Work to complete:
In the data, find each line where the word "center" appears and list that line.

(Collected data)
● ● ● ●
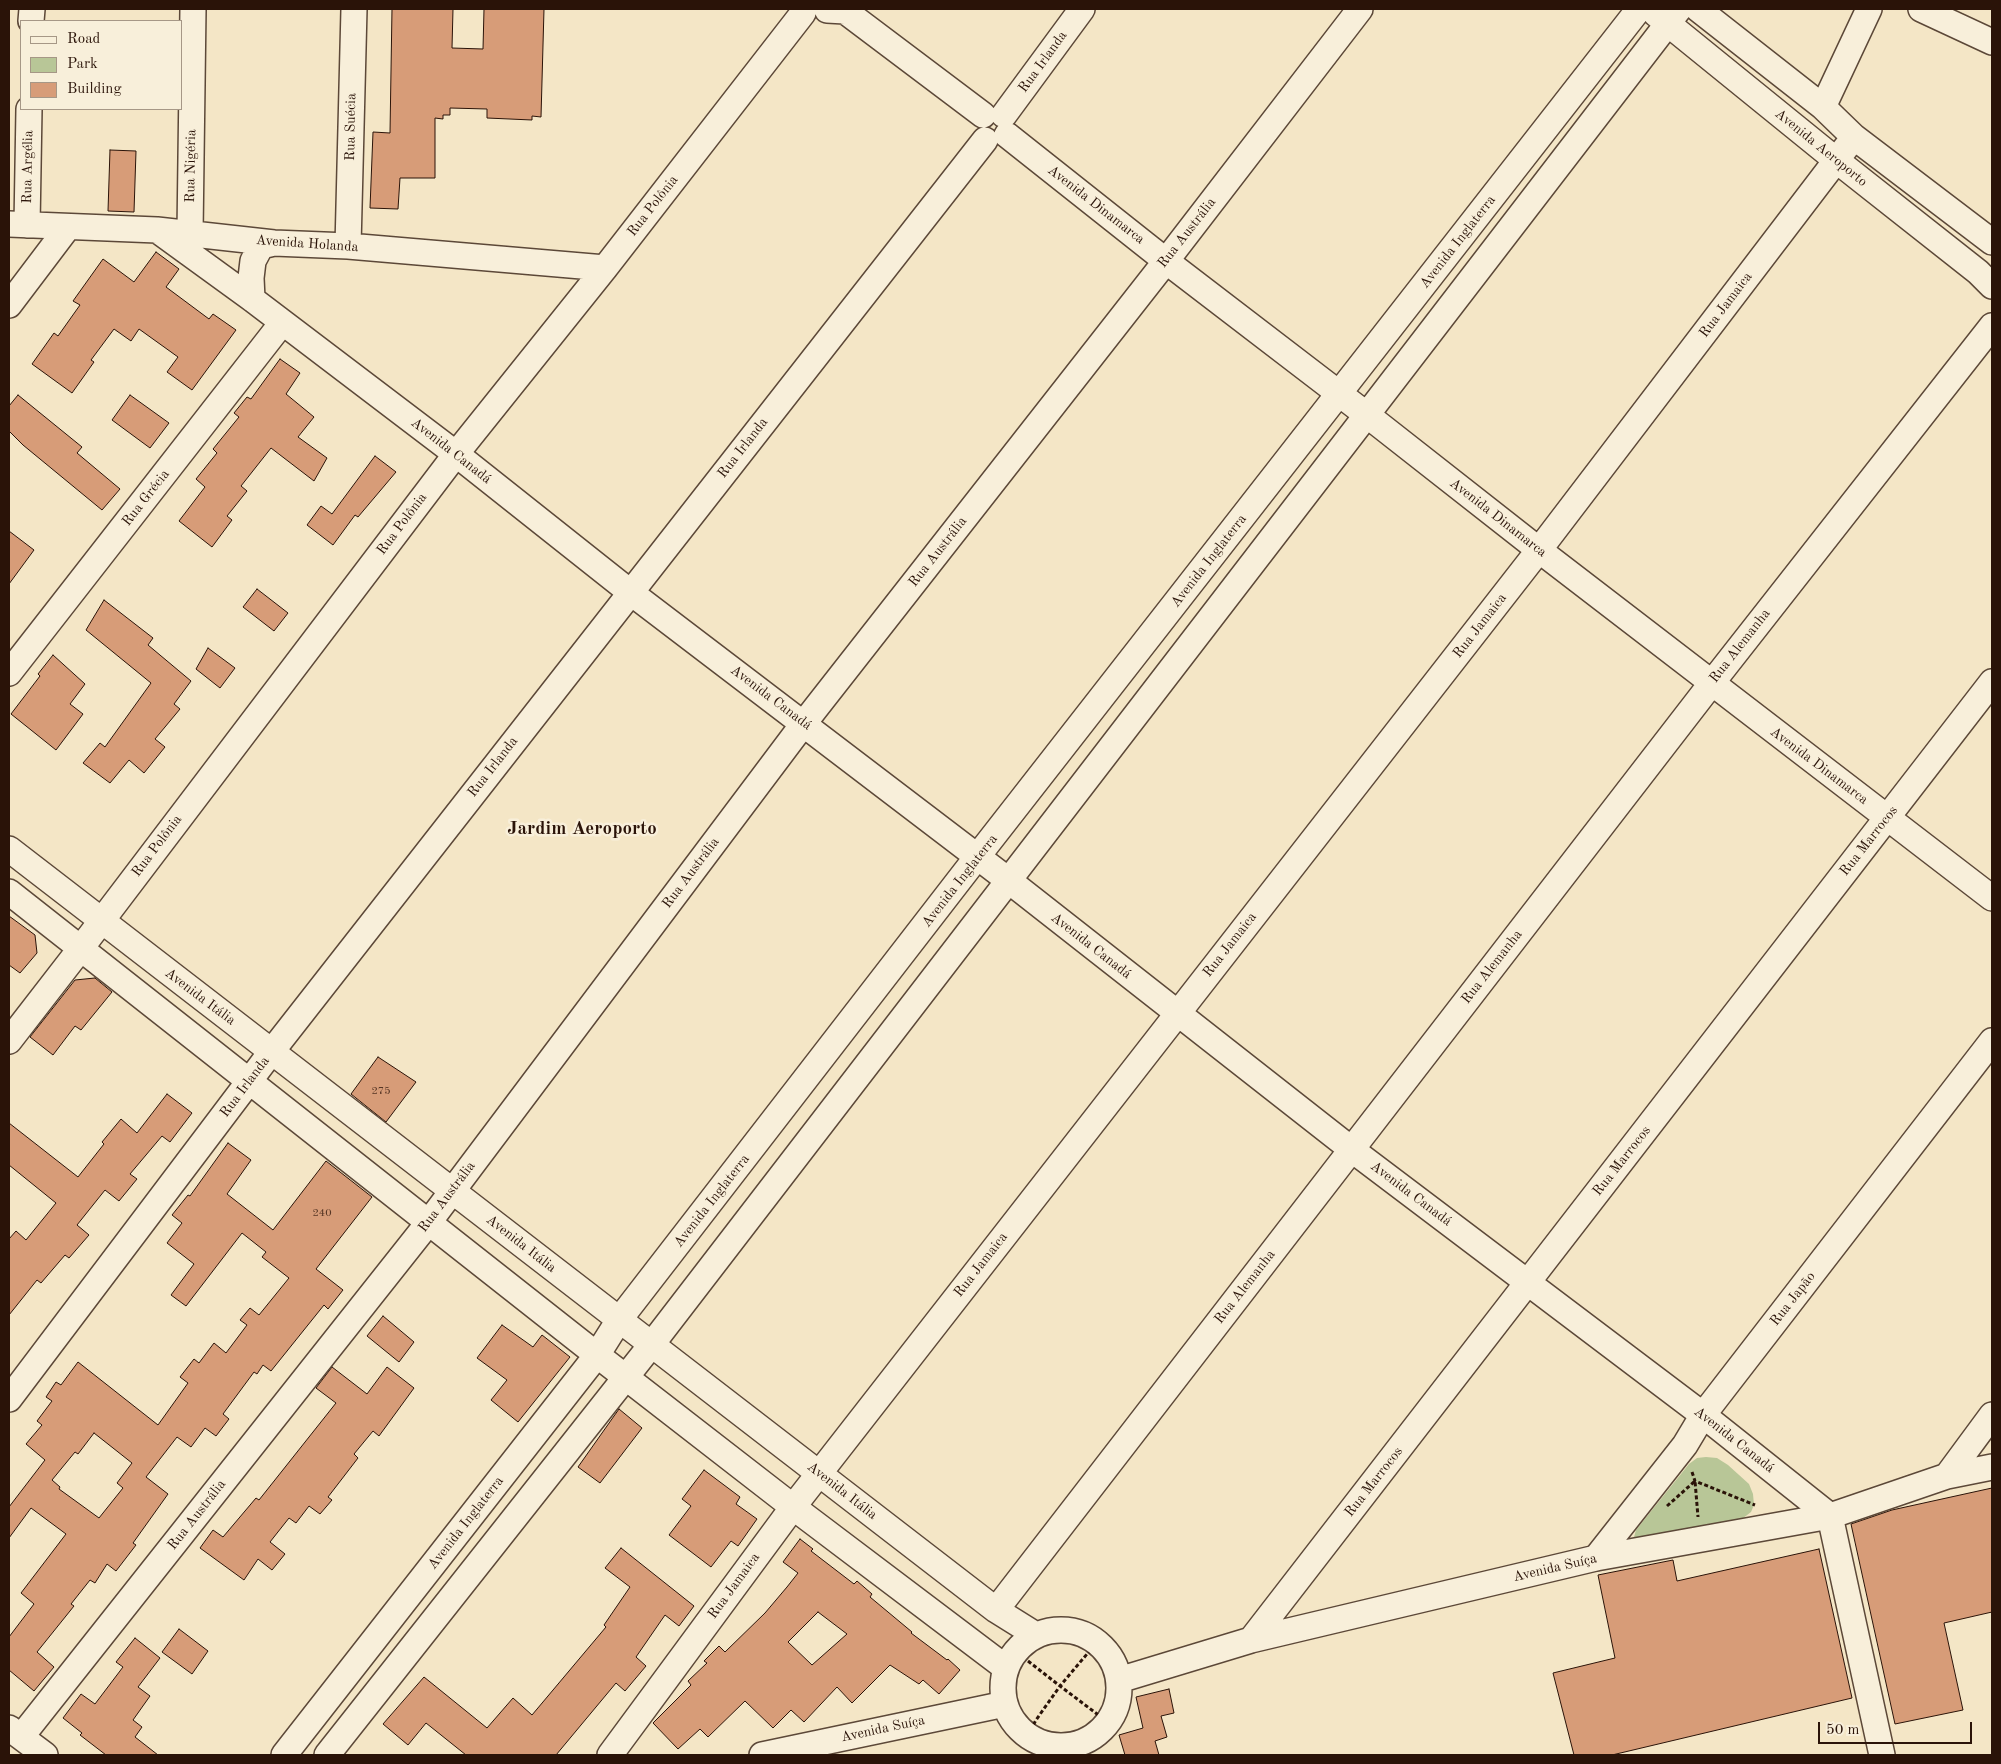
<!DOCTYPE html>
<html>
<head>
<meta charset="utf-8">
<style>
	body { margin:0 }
	#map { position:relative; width:2001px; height:1764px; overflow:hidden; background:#f4e6c6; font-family:"Old Standard TT",serif }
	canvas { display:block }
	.frame { position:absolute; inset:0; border:10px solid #2a1308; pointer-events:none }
	.legend { position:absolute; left:20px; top:20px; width:162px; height:90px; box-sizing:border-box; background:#f8efda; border:1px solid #a69786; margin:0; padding:6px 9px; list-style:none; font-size:15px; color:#2a1308 }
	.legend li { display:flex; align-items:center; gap:10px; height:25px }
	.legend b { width:25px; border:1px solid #a69786 }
	.scale { position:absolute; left:1818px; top:1722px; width:154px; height:22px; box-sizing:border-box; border:2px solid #2a1308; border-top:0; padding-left:6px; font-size:15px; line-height:18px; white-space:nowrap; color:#2a1308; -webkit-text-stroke:4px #f8efda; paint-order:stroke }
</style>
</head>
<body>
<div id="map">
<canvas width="2001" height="1764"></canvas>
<div class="frame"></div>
<ul class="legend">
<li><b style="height:6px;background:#f8efda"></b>Road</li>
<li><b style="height:14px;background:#b8c697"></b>Park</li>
<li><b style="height:14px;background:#d79c78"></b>Building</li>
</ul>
<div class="scale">50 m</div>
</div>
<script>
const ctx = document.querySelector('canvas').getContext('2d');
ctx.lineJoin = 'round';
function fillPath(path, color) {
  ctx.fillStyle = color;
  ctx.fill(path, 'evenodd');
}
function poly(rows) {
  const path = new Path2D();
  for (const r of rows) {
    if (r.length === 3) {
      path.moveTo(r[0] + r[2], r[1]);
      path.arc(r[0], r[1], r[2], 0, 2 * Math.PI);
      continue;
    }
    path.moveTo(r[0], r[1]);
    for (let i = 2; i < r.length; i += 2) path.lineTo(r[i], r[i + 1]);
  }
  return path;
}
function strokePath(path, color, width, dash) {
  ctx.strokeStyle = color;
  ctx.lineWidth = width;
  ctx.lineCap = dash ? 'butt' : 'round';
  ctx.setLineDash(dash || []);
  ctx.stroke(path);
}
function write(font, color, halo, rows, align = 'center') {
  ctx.font = font + ' "Old Standard TT",serif';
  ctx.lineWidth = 5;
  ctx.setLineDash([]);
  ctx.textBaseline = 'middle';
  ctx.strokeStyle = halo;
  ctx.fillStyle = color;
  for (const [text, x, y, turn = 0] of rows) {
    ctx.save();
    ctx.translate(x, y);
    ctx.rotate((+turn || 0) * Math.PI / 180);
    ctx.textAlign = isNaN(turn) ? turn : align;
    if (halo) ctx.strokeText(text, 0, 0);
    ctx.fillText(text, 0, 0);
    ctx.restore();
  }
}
const green = poly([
	[1706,1457,1717,1458,1728,1465,1749,1484,1753,1494,1754,1505,1751,1512,1742,1519,1639,1542,1634,1537,1636,1530,1689,1464,1697,1458]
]);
const building = poly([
	[392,9,453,9,452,48,483,49,484,9,544,9,541,117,532,116,532,120,487,118,487,109,450,108,450,115,443,115,443,119,435,118,435,178,400,178,398,209,370,208,373,132,390,133,392,9],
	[110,150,136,151,134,212,108,211,110,150],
	[156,252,179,269,166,287,209,319,213,314,236,330,192,390,167,372,178,357,139,329,131,341,114,329,91,360,94,362,72,393,32,364,54,333,58,336,80,305,73,301,103,259,134,282,156,252],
	[280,359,300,373,286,394,314,417,298,437,327,458,314,481,271,448,241,486,247,491,227,516,232,520,212,547,179,521,205,487,196,479,217,453,213,449,239,417,234,413,247,397,251,399,280,359],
	[18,395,82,447,77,453,120,489,102,510,23,445,9,431,9,406,18,395],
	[130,395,169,423,150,448,112,420,130,395],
	[375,456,396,472,358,517,355,515,333,545,307,525,321,506,332,514,375,456],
	[9,531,34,550,9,584,9,531],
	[257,589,288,613,274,631,243,607,257,589],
	[104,600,153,638,148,645,191,681,174,704,180,709,155,739,165,747,144,773,129,760,110,783,83,763,100,743,105,747,151,683,86,630,104,600],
	[208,648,235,668,220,688,196,669,208,648],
	[53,655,85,684,70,704,83,714,56,750,11,714,40,676,38,674,53,655],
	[9,916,35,935,37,953,20,973,9,965,9,916],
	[95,978,112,992,81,1030,75,1026,53,1055,30,1037,75,980,95,978],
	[378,1057,416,1082,386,1122,351,1094,378,1057],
	[167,1094,192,1113,170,1142,162,1136,130,1174,137,1179,119,1201,105,1190,77,1225,89,1235,69,1258,65,1255,41,1283,37,1280,9,1315,9,1239,16,1231,26,1240,56,1203,9,1165,9,1123,78,1177,104,1144,102,1142,121,1119,137,1133,167,1094],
	[228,1143,251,1160,227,1194,273,1230,326,1161,372,1197,316,1269,343,1290,328,1309,324,1305,271,1371,263,1365,257,1374,254,1372,223,1414,229,1419,216,1436,205,1428,191,1447,177,1437,146,1477,168,1494,133,1543,136,1545,116,1571,107,1564,95,1583,90,1580,71,1604,74,1606,37,1652,54,1667,34,1691,9,1670,9,1637,34,1604,21,1593,66,1534,31,1508,9,1538,9,1507,45,1460,26,1444,42,1425,37,1421,52,1401,46,1397,56,1382,61,1385,78,1362,158,1425,188,1383,180,1377,194,1359,199,1363,214,1343,226,1353,247,1325,240,1320,250,1308,259,1315,289,1278,262,1257,266,1252,242,1233,186,1306,171,1295,194,1264,167,1243,182,1223,172,1215,188,1195,190,1196,228,1143],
	[94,1433,132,1463,117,1483,123,1488,99,1518,59,1489,60,1487,52,1480,75,1452,78,1454,94,1433],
	[383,1316,414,1342,399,1362,367,1336,383,1316],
	[502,1325,533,1347,542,1335,570,1357,518,1422,491,1400,507,1380,477,1358,502,1325],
	[332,1367,367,1394,387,1367,414,1388,379,1436,373,1431,354,1454,358,1458,328,1497,332,1500,320,1514,309,1506,296,1523,289,1518,270,1542,285,1554,272,1570,258,1559,244,1580,200,1548,213,1530,223,1537,256,1498,259,1500,336,1403,316,1388,332,1367],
	[619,1409,642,1428,600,1483,578,1467,619,1409],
	[704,1470,740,1497,736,1504,757,1519,738,1546,731,1541,711,1567,669,1535,691,1506,682,1499,704,1470],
	[1992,1488,1992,1612,1944,1623,1963,1710,1895,1724,1851,1524,1892,1510,1992,1488],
	[800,1539,813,1549,811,1551,854,1584,857,1581,872,1594,870,1597,912,1632,911,1633,947,1660,948,1659,960,1670,939,1694,923,1680,919,1684,890,1665,852,1703,837,1687,804,1722,791,1710,773,1728,745,1701,708,1737,700,1729,678,1749,653,1723,691,1685,688,1681,707,1663,704,1661,719,1646,725,1652,765,1613,787,1587,798,1573,783,1562,800,1539],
	[818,1612,847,1634,812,1665,788,1642,818,1612],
	[621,1548,694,1606,679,1626,665,1615,636,1657,646,1666,625,1691,616,1683,556,1755,466,1755,426,1723,408,1745,383,1724,424,1677,487,1728,513,1698,532,1715,606,1627,604,1625,630,1587,605,1568,621,1548],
	[1819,1549,1852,1698,1612,1755,1574,1755,1553,1673,1615,1658,1598,1575,1673,1560,1677,1581,1819,1549],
	[179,1629,208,1651,192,1674,162,1652,179,1629],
	[135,1638,160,1658,138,1687,150,1696,133,1720,142,1727,135,1737,158,1755,106,1755,80,1735,82,1733,63,1718,81,1694,95,1704,123,1667,116,1662,135,1638],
	[1169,1689,1174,1713,1161,1716,1167,1737,1155,1741,1159,1755,1125,1755,1119,1735,1143,1728,1136,1697,1169,1689]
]);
const path = poly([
	[1692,1472,1695,1481,1755,1505],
	[1667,1506,1695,1481,1698,1517],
	[1028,1661,1060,1686,1087,1654,1099,1644],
	[1027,1736,1036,1720,1060,1686,1109,1723]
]);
const minor = poly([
	[1698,9,1823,107,1854,137,1992,242],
	[1921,9,1992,42],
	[827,10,845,11,983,115],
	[1656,14,1836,160,1978,272,1992,286],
	[31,21,32,9],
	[1823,107,1869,9],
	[1004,115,1082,9],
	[1007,135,1166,261,1367,415,1539,550,1992,898],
	[9,224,157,230,274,243,348,246,605,268],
	[27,225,29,109],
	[157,230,252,299,456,454,630,592,1008,880,1351,1149,1703,1415,1830,1516,1882,1755],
	[190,233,193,9],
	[348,246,354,9],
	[252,299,251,278,253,261,261,246,274,243],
	[9,305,68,227],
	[9,673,282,323],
	[9,849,996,1610,1036,1635],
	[9,892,597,1355,793,1507,1006,1668],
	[9,1041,81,948,456,454,605,268,803,13],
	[9,1399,272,1051,985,140],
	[1947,1476,1992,1415],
	[1596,1558,1685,1445,1703,1415,1992,1041],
	[996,1610,1711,684,1992,326],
	[1061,1688,58],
	[1251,1640,1992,682],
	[1119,1680,1251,1640,1596,1558,1830,1516,1947,1476,1992,1467],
	[9,1728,45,1755],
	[21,1737,429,1222,804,723,1166,261,1360,9],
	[284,1755,597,1355,619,1320,977,857,1639,9],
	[327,1755,652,1344,1679,9],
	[610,1755,793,1507,1539,550,1854,137],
	[762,1755,1005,1704]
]);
const numberNames = [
	["275",381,1091],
	["240",322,1213]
];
const streetNames = [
	["Rua Irlanda",1043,62,-54],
	["Rua Suécia",351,127,-89],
	["Avenida Aeroporto",1821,148,39],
	["Rua Nigéria",191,166,-89],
	["Rua Argélia",28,167,-89],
	["Avenida Dinamarca",1096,205,38],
	["Rua Polônia",653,206,-52],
	["Rua Austrália",1187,233,-52],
	["Avenida Inglaterra",1458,242,-52],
	["Avenida Holanda",307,244,4],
	["Rua Jamaica",1726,305,-53],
	["Rua Irlanda",743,448,-52],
	["Avenida Canadá",451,451,38],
	["Rua Grécia",146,498,-52],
	["Avenida Dinamarca",1498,518,38],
	["Rua Polônia",402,524,-53],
	["Rua Austrália",938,552,-52],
	["Avenida Inglaterra",1209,561,-52],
	["Rua Jamaica",1480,626,-52],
	["Rua Alemanha",1740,646,-52],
	["Avenida Canadá",771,698,37],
	["Avenida Dinamarca",1819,766,37],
	["Rua Irlanda",493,767,-52],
	["Rua Marrocos",1869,841,-52],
	["Rua Polônia",157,846,-53],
	["Rua Austrália",691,873,-53],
	["Avenida Inglaterra",960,881,-52],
	["Rua Jamaica",1230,945,-52],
	["Avenida Canadá",1091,946,38],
	["Rua Alemanha",1492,967,-52],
	["Avenida Itália",200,997,37],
	["Rua Irlanda",245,1087,-53],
	["Rua Marrocos",1622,1161,-52],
	["Avenida Canadá",1411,1194,37],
	["Rua Austrália",447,1197,-53],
	["Avenida Inglaterra",712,1201,-52],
	["Avenida Itália",521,1244,38],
	["Rua Jamaica",981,1265,-52],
	["Rua Alemanha",1245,1287,-52],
	["Rua Japão",1793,1299,-52],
	["Avenida Canadá",1734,1440,38],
	["Rua Marrocos",1374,1482,-52],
	["Avenida Itália",842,1491,38],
	["Rua Austrália",197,1515,-52],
	["Avenida Inglaterra",466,1523,-52],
	["Avenida Suíça",1555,1568,-13],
	["Rua Jamaica",734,1586,-54],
	["Avenida Suíça",883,1729,-12]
];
const districtNames = [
	["Jardim Aeroporto",582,829]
];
fillPath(green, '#b8c697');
fillPath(building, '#d79c78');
strokePath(building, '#2a1308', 1);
strokePath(minor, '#5c4838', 28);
strokePath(path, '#2a1308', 3, [4, 2.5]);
strokePath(minor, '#f8efda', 25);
write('11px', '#553524', null, numberNames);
write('14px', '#2a1308', '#f8efda', streetNames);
write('bold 19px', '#2a1308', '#f8efda', districtNames);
</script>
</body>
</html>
● ● ● ●
Task solution:
	.legend li { display:flex; align-items:center; gap:10px; height:25px }
function write(font, color, halo, rows, align = 'center') {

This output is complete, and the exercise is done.